Pourquoi créons-nous encore aujourd’hui? Est-ce pour la simple raison qu’il faut produire et qu’il faut travailler? Pourquoi y a-t-il une douzaine de spectacles programmés dans la plupart des institutions chaque année? Pour faire travailler le plus de gens possible, ou parce que chaque spectacle en vaut vraiment la peine?

Combien de fois avons-nous vu de vraies prises de risques dans les dernières années? Et d’abord, qu’est-ce qu’un risque? Est-il financier ou artistique? Est-il même nécessaire?
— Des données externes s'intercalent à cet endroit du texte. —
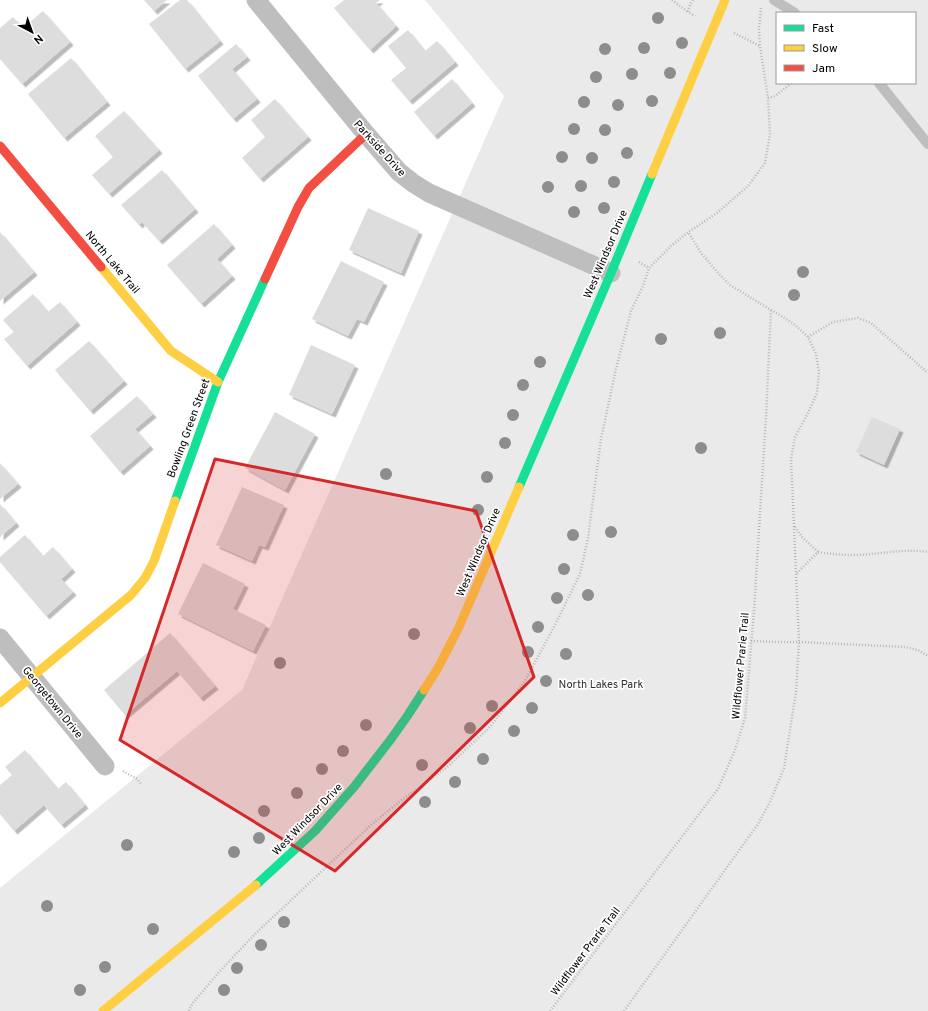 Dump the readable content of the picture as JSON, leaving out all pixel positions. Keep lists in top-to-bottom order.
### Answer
{
  "streets": {
    "street": [
      "Parkside Drive",
      "West Windsor Drive",
      "North Lake Trail",
      "Bowling Green Street",
      "Georgetown Drive"
    ],
    "path": ["Wildflower Prarie Trail"]
  },
  "crossings": [
    ["Parkside Drive", "West Windsor Drive"],
    ["Parkside Drive", "Bowling Green Street"],
    ["North Lake Trail", "Bowling Green Street"],
    ["Bowling Green Street", "Georgetown Drive"]
  ],
  "parks": ["North Lakes Park"],
  "legend": ["Fast", "Slow", "Jam"],
  "north": "bottom right"
}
Je pense que oui. Toute pratique doit se remettre en question pour continuer à évoluer, et il me semble que le théâtre à Montréal a pris une direction particulière dans les dernières années: celle du divertissement avant la réflexion, ou des démarches soi-disant «audacieuses» mais qui ne proposent en fait rien de nouveau. Le langage du marketing infiltre le milieu de la culture jusqu’à ce qu’il n’y ait plus que ça. Les missions des théâtres sont souvent plus proches d’un pitch de start-up que du rôle de l’institution culturelle.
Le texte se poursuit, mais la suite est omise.